The new landscape comes with new political realities, Lee said. “There’s a younger generation of conservatives in this state that aren’t as much in denial.”

“The world is changing and so is the leadership in state government,’’ he said. But he stopped short of saying the Republican governor and the GOP leadership of the House and Senate, as well as the development, utility and insurance industries that finance them, will support the “paradigm shift.”

It’s astonishing that the governor essentially banned a scientific conclusion from any discussion, especially when the fact of climate change is going to hit the state so hard. Pardon me if I’m not impressed with a new set of Republicans who “aren’t as much in denial”; they’re still refusing to address the problem. Read the whole article; they’re patting themselves on the back for thinking they might just get around to talking about it and maybe passing some legislation (no promises, though!), yet there are all these conservative blowhards making excuses for not doing anything by blaming China and India.

All I can say is…

It’s going to be hard to muster any sympathy for Florida when the next hurricane hits or a major city has to be abandoned when they keep electing these idiots.

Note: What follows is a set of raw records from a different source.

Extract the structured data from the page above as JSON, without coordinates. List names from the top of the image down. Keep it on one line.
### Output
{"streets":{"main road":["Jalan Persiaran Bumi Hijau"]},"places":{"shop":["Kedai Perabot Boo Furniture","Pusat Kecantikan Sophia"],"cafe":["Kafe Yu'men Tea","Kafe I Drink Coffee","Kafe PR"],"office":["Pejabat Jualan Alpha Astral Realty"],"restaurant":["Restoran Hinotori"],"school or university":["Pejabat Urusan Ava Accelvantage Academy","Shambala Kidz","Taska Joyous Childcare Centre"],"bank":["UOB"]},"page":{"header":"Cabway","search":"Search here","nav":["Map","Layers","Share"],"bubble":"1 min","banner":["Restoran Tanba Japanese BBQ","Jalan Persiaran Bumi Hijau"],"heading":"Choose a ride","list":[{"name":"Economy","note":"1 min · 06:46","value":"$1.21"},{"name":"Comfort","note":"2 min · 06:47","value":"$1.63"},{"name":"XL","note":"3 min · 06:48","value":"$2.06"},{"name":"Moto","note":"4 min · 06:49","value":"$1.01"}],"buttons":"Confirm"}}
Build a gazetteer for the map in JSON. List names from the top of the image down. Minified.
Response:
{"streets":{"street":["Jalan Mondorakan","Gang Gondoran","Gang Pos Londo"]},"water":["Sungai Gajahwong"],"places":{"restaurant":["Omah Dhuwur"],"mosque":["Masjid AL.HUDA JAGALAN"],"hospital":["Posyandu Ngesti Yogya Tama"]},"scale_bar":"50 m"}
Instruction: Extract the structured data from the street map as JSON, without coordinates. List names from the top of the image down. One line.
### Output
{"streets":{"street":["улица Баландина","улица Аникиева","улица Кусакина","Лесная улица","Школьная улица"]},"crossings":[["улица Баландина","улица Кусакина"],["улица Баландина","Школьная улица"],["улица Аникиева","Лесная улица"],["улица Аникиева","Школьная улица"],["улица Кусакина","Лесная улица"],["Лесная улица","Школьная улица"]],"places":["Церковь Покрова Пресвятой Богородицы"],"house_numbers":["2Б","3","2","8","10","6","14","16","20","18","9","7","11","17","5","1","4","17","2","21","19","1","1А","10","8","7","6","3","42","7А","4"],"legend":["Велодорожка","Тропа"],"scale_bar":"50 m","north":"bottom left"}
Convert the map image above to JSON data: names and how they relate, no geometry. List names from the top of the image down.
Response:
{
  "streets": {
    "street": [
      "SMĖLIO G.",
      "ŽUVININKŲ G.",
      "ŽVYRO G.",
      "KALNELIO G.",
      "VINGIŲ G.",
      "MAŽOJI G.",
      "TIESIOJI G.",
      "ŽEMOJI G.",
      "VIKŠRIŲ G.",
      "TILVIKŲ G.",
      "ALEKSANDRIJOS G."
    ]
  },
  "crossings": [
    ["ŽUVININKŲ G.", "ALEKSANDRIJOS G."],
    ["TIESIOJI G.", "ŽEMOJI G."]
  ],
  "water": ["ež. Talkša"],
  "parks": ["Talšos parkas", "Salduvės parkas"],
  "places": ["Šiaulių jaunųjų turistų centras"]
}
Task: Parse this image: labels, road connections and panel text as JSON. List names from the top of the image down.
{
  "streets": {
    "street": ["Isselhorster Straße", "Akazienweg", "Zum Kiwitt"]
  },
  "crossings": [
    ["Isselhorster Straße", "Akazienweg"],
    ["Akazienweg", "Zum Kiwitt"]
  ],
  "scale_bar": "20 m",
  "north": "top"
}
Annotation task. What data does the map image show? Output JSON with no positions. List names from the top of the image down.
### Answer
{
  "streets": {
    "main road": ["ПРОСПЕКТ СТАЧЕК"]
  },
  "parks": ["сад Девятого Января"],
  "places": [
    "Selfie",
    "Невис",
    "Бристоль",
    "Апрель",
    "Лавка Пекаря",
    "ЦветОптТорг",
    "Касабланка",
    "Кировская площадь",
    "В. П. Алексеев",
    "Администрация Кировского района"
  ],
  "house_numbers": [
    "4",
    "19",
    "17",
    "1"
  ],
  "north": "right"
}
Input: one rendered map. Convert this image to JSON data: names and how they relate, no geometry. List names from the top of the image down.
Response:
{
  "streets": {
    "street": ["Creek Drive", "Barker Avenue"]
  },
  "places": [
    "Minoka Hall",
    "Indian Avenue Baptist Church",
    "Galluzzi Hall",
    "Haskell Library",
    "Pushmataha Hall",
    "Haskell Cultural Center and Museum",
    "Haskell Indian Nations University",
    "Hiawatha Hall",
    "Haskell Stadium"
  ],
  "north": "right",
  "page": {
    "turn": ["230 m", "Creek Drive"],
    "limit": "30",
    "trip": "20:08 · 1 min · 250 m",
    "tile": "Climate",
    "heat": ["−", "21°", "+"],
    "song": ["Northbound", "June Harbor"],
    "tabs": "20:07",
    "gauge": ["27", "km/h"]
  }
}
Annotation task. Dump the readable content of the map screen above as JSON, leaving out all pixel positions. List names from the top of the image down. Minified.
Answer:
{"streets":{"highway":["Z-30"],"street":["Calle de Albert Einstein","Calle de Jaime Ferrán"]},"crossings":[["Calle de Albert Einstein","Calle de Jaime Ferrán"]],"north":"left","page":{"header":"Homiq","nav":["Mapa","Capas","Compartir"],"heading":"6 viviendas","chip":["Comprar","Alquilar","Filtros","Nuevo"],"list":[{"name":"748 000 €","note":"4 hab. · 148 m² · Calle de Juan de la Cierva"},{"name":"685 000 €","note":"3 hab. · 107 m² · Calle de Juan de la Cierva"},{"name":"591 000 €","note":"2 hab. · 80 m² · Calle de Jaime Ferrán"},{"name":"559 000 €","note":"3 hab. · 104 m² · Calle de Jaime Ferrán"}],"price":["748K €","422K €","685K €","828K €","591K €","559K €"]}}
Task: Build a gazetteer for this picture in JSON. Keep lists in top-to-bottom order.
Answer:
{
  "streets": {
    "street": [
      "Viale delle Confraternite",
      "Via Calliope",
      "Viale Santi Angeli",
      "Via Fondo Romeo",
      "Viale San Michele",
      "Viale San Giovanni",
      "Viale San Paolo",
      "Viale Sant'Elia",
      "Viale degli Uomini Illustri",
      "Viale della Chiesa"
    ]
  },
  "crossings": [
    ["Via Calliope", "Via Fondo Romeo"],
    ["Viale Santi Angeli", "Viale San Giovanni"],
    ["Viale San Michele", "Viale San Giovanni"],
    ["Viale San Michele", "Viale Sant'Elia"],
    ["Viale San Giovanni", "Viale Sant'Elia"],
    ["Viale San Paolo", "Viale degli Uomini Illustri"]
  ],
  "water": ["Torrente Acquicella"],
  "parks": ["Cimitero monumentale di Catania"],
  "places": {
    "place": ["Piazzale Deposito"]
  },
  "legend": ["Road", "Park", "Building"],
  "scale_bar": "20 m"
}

Can we give it back to the Seminoles before it gets worse? You know, to some people who might take the responsibilities of their home seriously.

And now for some good news

This seems about right for America: an Iowa family’s basement fills with blood. Real, genuine blood. The stuff had backed up from a slaughter house next door.*

Kaitlin Dahl said the company uses a catch drain to capture most of the blood during the butchering process. That blood is emptied into an offal barrel and taken away by a rendering truck.

“When you split a bone in half, there will be some excess blood that will drip on that floor,” she said. “That was allowed by the county to go down the back drain.”

Did I say good news? I meant slightly less horrible news than what’s going on in the regular news.

*Remember the real estate mantra: “Location, location, location.”

May be getting addicted to Letterkenny

I admit to a growing addiction: for the past month or so, I catch an episode or two of Letterkenny before going to bed. It’s got the best rhythms and language since Deadwood, and is similarly profane and abusive, although it’s also extremely Canadian. It reminds me vaguely of Morris cranked up to 11, although I’m constantly brought up short by the fact that it’s set in a town of 5000 people, just like Morris, but seems far more cosmopolitan than this place.

Anyway, I watched two whole episodes last night before sitting down to grade student essays, which was a bad idea. The papers seemed less…eloquent, somehow. Lacking in Canadian hockey slang. A dearth of cunning slurs delivered deadpan. I’m not going to repeat that today, because I’ve got an even bigger pile of papers to grade, and I have to maintain a level of realism in my evaluation.

I think my plan for the day is to retreat to a coffeeshop (after tending to the spiders) and work in quiet isolation until the pile is gone.

Once that happens, then Letterkenny. Gotta figure out how many syllables Wayne can put into the word “day”.